### What you will do
Across the records, how many lines contain "color"? Answer with the number alone.

### Dataset excerpts

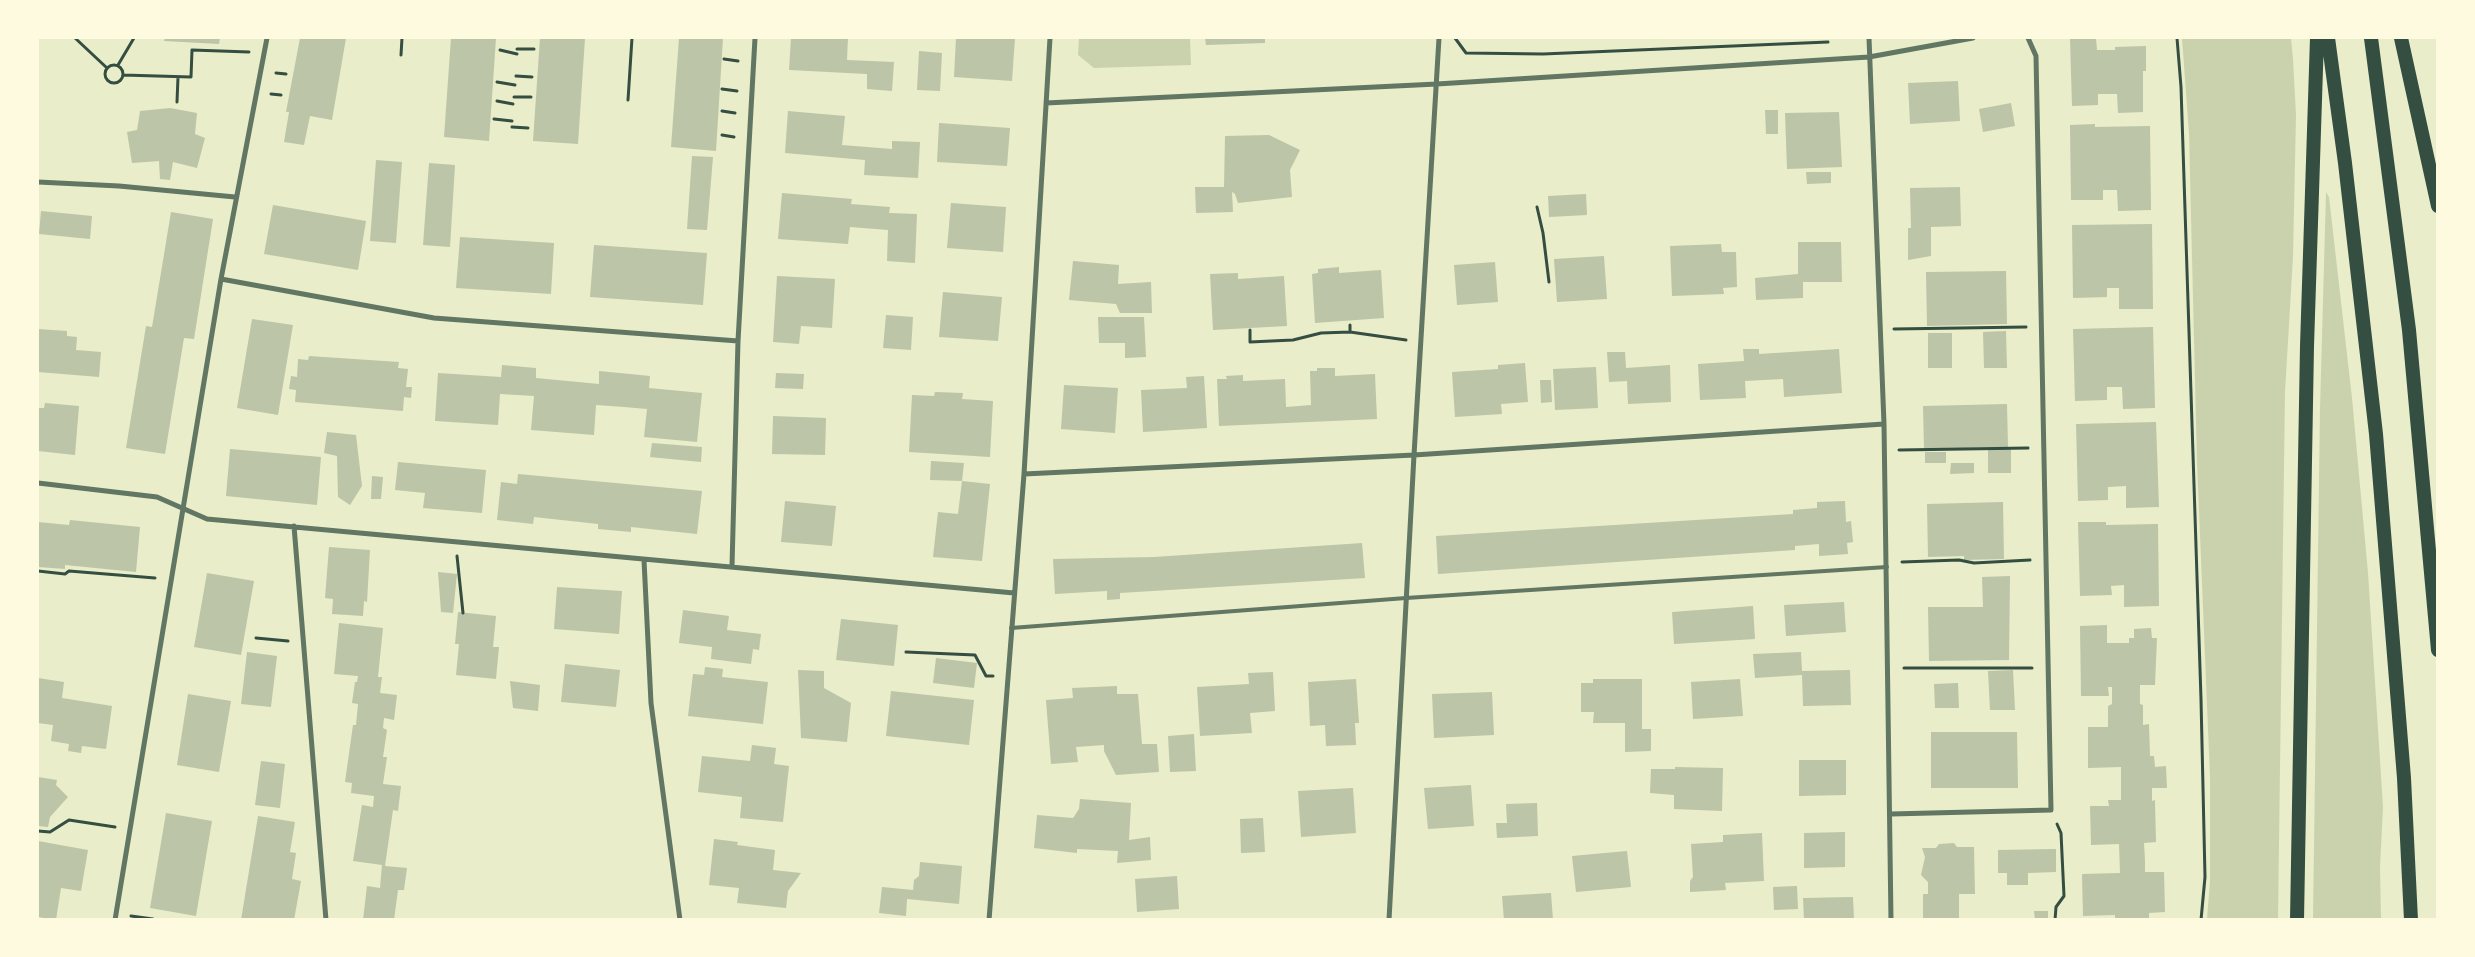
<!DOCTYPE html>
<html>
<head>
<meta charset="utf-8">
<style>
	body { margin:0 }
	#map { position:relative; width:2475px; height:957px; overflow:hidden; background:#e9edc9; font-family:"Noto Sans",sans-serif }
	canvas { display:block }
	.frame { position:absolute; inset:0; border:39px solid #fefae0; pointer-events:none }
</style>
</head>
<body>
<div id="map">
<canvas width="2475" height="957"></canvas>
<div class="frame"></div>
</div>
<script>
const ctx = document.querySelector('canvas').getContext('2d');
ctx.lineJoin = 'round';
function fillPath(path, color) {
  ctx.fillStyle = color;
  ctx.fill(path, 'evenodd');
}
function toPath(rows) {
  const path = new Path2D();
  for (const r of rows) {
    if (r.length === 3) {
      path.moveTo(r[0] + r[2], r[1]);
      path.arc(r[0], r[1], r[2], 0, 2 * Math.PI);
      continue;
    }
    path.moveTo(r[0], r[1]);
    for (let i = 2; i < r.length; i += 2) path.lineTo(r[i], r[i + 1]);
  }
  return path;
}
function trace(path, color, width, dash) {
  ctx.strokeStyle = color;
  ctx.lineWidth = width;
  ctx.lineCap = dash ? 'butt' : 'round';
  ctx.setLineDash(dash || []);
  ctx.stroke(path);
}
const green = toPath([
	[1079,38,1190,38,1191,65,1094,68,1078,55],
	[2182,38,2291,38,2293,59,2296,115,2293,257,2285,392,2278,919,2207,919,2210,881,2210,778,2197,462,2189,134],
	[2326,192,2329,197,2352,398,2368,573,2383,807,2380,867,2381,919,2313,919,2320,409]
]);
const building = toPath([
	[165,38,220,38,219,44,164,41],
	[300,38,346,38,332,120,310,116,304,145,284,142,289,112,286,112],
	[451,38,496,38,489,141,444,137],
	[540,38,585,38,578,144,533,141],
	[679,38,723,38,716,151,671,147],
	[791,38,848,38,847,60,894,62,892,91,867,89,867,74,789,70],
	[956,38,1015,38,1012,81,954,77],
	[1205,38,1265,38,1265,43,1206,45],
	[2070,38,2096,38,2097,50,2115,50,2115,47,2146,46,2146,71,2143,71,2143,112,2118,113,2117,94,2098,94,2098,105,2072,106],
	[919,51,942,53,940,91,917,90],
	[1958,81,1960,121,1910,124,1908,83],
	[2011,103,2015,126,1983,132,1979,109],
	[170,108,197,113,195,134,205,138,197,168,173,162,170,180,160,179,159,161,132,163,127,132,137,130,140,111],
	[1765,110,1778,110,1778,134,1766,134],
	[788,111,845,116,842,145,892,149,892,141,920,142,918,178,864,175,865,160,785,153],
	[1839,112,1842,167,1787,169,1785,113],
	[939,123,1010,128,1007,166,937,162],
	[2095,124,2095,127,2150,126,2151,210,2118,211,2117,190,2103,190,2103,200,2071,200,2070,125],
	[1269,135,1300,150,1290,170,1292,197,1238,203,1235,194,1232,192,1233,212,1196,213,1195,187,1224,187,1225,136],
	[692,156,713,157,707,230,687,229],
	[376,160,402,162,396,243,370,241],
	[429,163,455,165,450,247,423,245],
	[1806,172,1831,172,1831,183,1807,184],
	[1960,187,1961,226,1931,227,1931,256,1908,260,1908,228,1911,228,1910,188],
	[782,193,852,199,851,204,890,207,889,213,917,214,915,263,887,261,888,230,850,227,848,244,778,239],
	[1586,194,1587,215,1549,217,1548,196],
	[951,203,1006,207,1003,252,947,248],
	[273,205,366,221,358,270,264,254],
	[41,211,92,216,90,239,39,234],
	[171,212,213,219,194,339,184,338,165,454,126,448,146,326,152,327],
	[2152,224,2153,309,2119,309,2119,288,2107,288,2107,297,2073,298,2072,225],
	[460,237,554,243,551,294,456,288],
	[1798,242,1841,242,1842,282,1803,282,1803,298,1756,300,1755,278,1798,274],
	[1721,244,1722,252,1736,252,1737,287,1723,288,1724,294,1672,296,1670,246],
	[594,245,707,253,703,305,590,297],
	[1604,256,1607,299,1557,302,1554,259],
	[1073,261,1119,265,1118,284,1151,282,1152,313,1120,313,1116,304,1069,300],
	[1495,262,1498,302,1457,305,1454,265],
	[1339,267,1339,273,1381,270,1384,318,1315,323,1312,274,1318,273,1318,269],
	[2006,271,2007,324,1927,326,1926,272],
	[1238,273,1238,279,1284,276,1287,326,1213,330,1210,274],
	[777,276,835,279,832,328,801,326,799,344,773,342],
	[943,292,1002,297,998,341,939,337],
	[886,315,913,317,911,350,883,348],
	[1098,317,1144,317,1146,357,1125,358,1125,343,1099,343],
	[252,319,293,325,278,415,237,408],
	[2153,327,2155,408,2123,409,2122,387,2107,387,2107,400,2075,401,2073,329],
	[38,329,67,331,67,336,77,337,76,350,101,352,99,377,38,372],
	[2006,331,2007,368,1984,368,1983,332],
	[1928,333,1952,333,1952,368,1928,368],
	[1743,349,1759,349,1759,354,1839,349,1842,393,1784,397,1783,379,1745,381,1746,398,1700,400,1698,364,1744,361],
	[1607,352,1625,352,1626,368,1670,365,1671,402,1628,404,1627,381,1609,382],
	[309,356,399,362,398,368,408,369,406,387,412,387,411,398,404,397,403,411,295,402,296,390,289,389,291,376,297,377,298,359,308,360],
	[1525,363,1528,402,1501,404,1502,414,1455,417,1452,372,1498,369,1498,365],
	[502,365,536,368,536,378,599,384,599,371,650,376,649,388,702,393,697,442,644,437,647,409,624,407,596,405,594,435,531,430,534,396,500,394,498,425,435,421,438,373,501,377],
	[1596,367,1598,408,1555,410,1553,369],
	[1317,368,1335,368,1335,376,1375,374,1377,419,1219,426,1217,379,1227,379,1226,376,1243,375,1243,381,1285,379,1286,407,1311,405,1310,371,1317,371],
	[776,373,804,374,803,389,775,388],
	[1204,376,1207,428,1143,432,1141,390,1187,388,1186,377],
	[1540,380,1551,380,1552,402,1541,403],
	[1064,385,1118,388,1115,433,1061,429],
	[935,392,963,393,962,399,993,401,990,457,909,452,912,395,934,396],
	[45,403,79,406,75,455,38,451,38,408,44,408],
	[2007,404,2008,447,1924,449,1923,406],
	[773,416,826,418,825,455,772,454],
	[2156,422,2159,507,2126,508,2126,486,2108,487,2108,500,2078,501,2076,424],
	[327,432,356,435,362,486,350,505,338,497,337,456,324,453],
	[652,443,702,447,701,462,650,457],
	[230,449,321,457,317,505,226,496],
	[1988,449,2011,449,2011,473,1988,473],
	[1925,452,1946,452,1946,463,1925,463],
	[931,461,964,463,962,481,930,480],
	[398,462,486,470,482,513,423,508,425,493,395,490],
	[1951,463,1974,463,1974,473,1950,474],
	[518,474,702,491,697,534,631,527,631,532,598,529,598,524,534,517,533,524,497,520,501,482,517,484],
	[372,476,383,477,381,499,371,499],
	[962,481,990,484,982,561,933,557,938,512,958,514],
	[785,501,836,506,832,546,781,542],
	[1845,501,1846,522,1851,521,1853,542,1847,543,1848,554,1819,556,1819,544,1795,546,1795,550,1438,574,1436,536,1793,514,1793,510,1817,508,1817,502],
	[2003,502,2004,559,1964,560,1964,556,1928,557,1927,504],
	[70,520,140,527,136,572,65,565,65,569,38,567,38,522,69,525],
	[2078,522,2106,522,2106,525,2158,524,2159,606,2124,607,2124,585,2111,586,2112,595,2080,596],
	[1362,543,1365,578,1120,593,1120,599,1107,600,1107,591,1055,594,1053,559,1154,557],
	[329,547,370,550,367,602,364,601,363,616,332,614,333,599,325,598],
	[438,572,457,574,453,613,441,612],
	[207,573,254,581,241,655,194,647],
	[2010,576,2009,660,1929,661,1928,607,1983,607,1982,577],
	[557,587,622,591,619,634,554,629],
	[1844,602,1846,632,1786,636,1784,605],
	[1753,606,1755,639,1674,644,1672,612],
	[683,610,729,616,727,630,761,634,759,650,753,649,751,664,711,659,712,647,679,643],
	[458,612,496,616,493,647,499,647,496,679,456,675,459,644,455,644],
	[841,619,898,625,894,666,836,660],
	[339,623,383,628,378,677,382,677,380,693,397,695,394,720,384,718,383,728,387,730,383,757,387,757,383,784,401,786,398,811,393,810,385,866,407,868,404,890,398,890,394,920,363,920,367,886,380,888,382,865,353,861,362,805,373,807,374,796,351,793,352,783,345,782,353,725,356,725,358,704,352,703,355,682,357,682,358,676,334,674],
	[2107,625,2107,643,2129,643,2129,638,2134,638,2134,629,2151,628,2152,638,2157,638,2155,685,2140,685,2140,704,2143,705,2143,725,2149,724,2150,756,2154,756,2155,767,2166,766,2167,788,2152,788,2152,801,2155,800,2156,842,2144,843,2145,860,2145,872,2164,872,2165,912,2149,913,2149,920,2115,920,2115,915,2083,916,2082,874,2120,873,2119,844,2091,845,2090,806,2109,806,2108,800,2121,800,2121,767,2088,768,2088,727,2108,727,2108,706,2112,704,2112,687,2108,687,2109,696,2081,696,2080,626],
	[247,652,277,656,271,707,241,704],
	[1801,652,1802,671,1850,670,1851,705,1803,706,1802,675,1755,678,1753,654],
	[936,658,977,663,974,688,933,683],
	[565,664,620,670,616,707,561,702],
	[705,667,723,669,722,677,768,682,763,724,688,716,693,674,704,675],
	[798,670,824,671,824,688,851,703,847,742,801,738],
	[2013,670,2015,710,1990,710,1988,671],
	[1273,672,1275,711,1250,713,1252,733,1200,736,1197,687,1249,684,1248,673],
	[38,678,64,682,62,698,112,706,106,749,82,746,81,753,68,751,69,744,51,741,53,725,38,723],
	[1356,679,1359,723,1355,723,1356,745,1326,746,1325,725,1310,726,1308,682],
	[1593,679,1642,679,1642,729,1651,729,1651,751,1625,752,1625,723,1593,723,1594,712,1581,712,1581,683,1593,683],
	[1740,679,1743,716,1693,719,1691,682],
	[510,681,540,685,538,711,513,708],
	[1958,683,1959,708,1935,708,1934,684],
	[1117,686,1117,694,1138,694,1142,744,1157,744,1159,772,1116,775,1104,751,1104,745,1076,747,1078,762,1051,764,1046,700,1073,698,1072,688],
	[891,691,974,700,969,745,886,736],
	[1492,692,1494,735,1434,738,1432,694],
	[188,694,231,701,219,772,177,765],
	[1931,732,2017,732,2018,788,1931,788],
	[1194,734,1196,771,1170,772,1168,736],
	[752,745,776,748,774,764,789,766,783,822,740,818,742,797,698,792,702,756,750,761],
	[1799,760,1846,760,1846,795,1799,796],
	[261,761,285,764,280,808,255,805],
	[1675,767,1723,768,1722,811,1674,809,1674,795,1650,793,1651,769,1675,769],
	[38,777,57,780,56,785,68,797,50,817,48,827,38,826],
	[1471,785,1474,826,1428,829,1424,788],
	[1353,788,1356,833,1301,837,1298,791],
	[1080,799,1131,803,1129,840,1150,837,1151,860,1117,863,1118,851,1077,849,1077,853,1034,848,1037,815,1073,818,1079,809],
	[1537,803,1538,836,1497,838,1496,823,1507,823,1506,804],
	[166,813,212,821,196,916,150,908],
	[258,816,295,822,290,852,296,853,292,879,301,881,294,920,241,920],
	[1263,818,1265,852,1241,853,1240,819],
	[1845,832,1845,867,1804,868,1804,833],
	[1762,833,1764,881,1725,883,1726,890,1690,892,1690,881,1693,877,1691,844,1723,842,1723,835],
	[714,839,738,842,737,845,775,850,773,870,801,873,788,891,786,908,737,903,739,888,709,885],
	[38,841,88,850,81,891,61,888,56,920,38,917],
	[1954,843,1957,847,1974,847,1975,894,1959,894,1959,920,1923,920,1923,894,1928,894,1928,882,1921,875,1925,857,1922,848,1936,848,1939,844],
	[2056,849,2056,872,2028,873,2028,885,2007,885,2007,873,1998,873,1998,850],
	[1627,851,1631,887,1576,892,1572,856],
	[920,862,962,866,959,904,907,899,906,916,879,913,882,887,913,890,914,880,919,876],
	[1177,876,1179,909,1137,912,1135,879],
	[1797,886,1798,909,1774,910,1773,887],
	[1551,893,1553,920,1504,920,1502,896],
	[1853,897,1854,920,1804,920,1803,898],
	[2034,911,2048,911,2048,920,2035,920]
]);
const path = toPath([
	[75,38,107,68],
	[1455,38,1466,53,1543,54,1828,42],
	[2177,38,2181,87,2201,699,2205,877,2201,920],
	[517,49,534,49],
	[500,50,517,54],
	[401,55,402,38],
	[724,59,738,61],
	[114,74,9],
	[118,65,134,38],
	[276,73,286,74],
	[123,75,191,77,192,50,249,52],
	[516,76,532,77],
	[497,82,515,85],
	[722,89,737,91],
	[271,94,281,95],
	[514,97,531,97],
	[628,100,632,38],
	[497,101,513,104],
	[177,102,178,77],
	[722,111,735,113],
	[494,119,512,121],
	[512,127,528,128],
	[722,135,734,137],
	[1537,207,1543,233,1549,282],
	[1894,329,2026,327],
	[1250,330,1250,342,1293,340,1321,333,1350,332,1406,340],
	[1350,332,1350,325],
	[1899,450,2028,448],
	[457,556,463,613],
	[1902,562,1959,560,1974,563,2030,560],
	[38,571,65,574,69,571,155,578],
	[256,638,288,641],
	[906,652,975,655,986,676,993,676],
	[1904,668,2032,668],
	[38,831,50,832,69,820,115,827],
	[131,916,153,919],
	[2055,920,2056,907,2064,896,2061,833,2057,824]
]);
const service = toPath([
	[1011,628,1406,598,1887,567]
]);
const minor = toPath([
	[1869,38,1884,424,1891,920],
	[1046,103,1437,84,1869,57,1973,38],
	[38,182,119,186,235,197],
	[221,279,434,318,738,341],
	[1024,474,1414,455,1884,424],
	[38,483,157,497,207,519,1014,593],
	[294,526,326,920],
	[644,560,651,703,680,920],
	[732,566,738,341,755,38],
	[1891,814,2051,810,2036,56,2028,38],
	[115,920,221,279,267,38],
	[989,920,1024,474,1050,38],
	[1389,920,1414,455,1439,38]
]);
const trunk = toPath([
	[2328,38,2345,163,2376,434,2404,778,2411,920],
	[2371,38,2409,330,2438,650],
	[2401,38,2438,206],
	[2297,920,2307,346,2317,38]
]);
fillPath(green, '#cad2ad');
fillPath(building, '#bcc5a7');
trace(path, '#344e41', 3);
trace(service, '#617663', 4);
trace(minor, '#617663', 5);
trace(trunk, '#344e41', 14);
</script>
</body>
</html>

### Solution below
4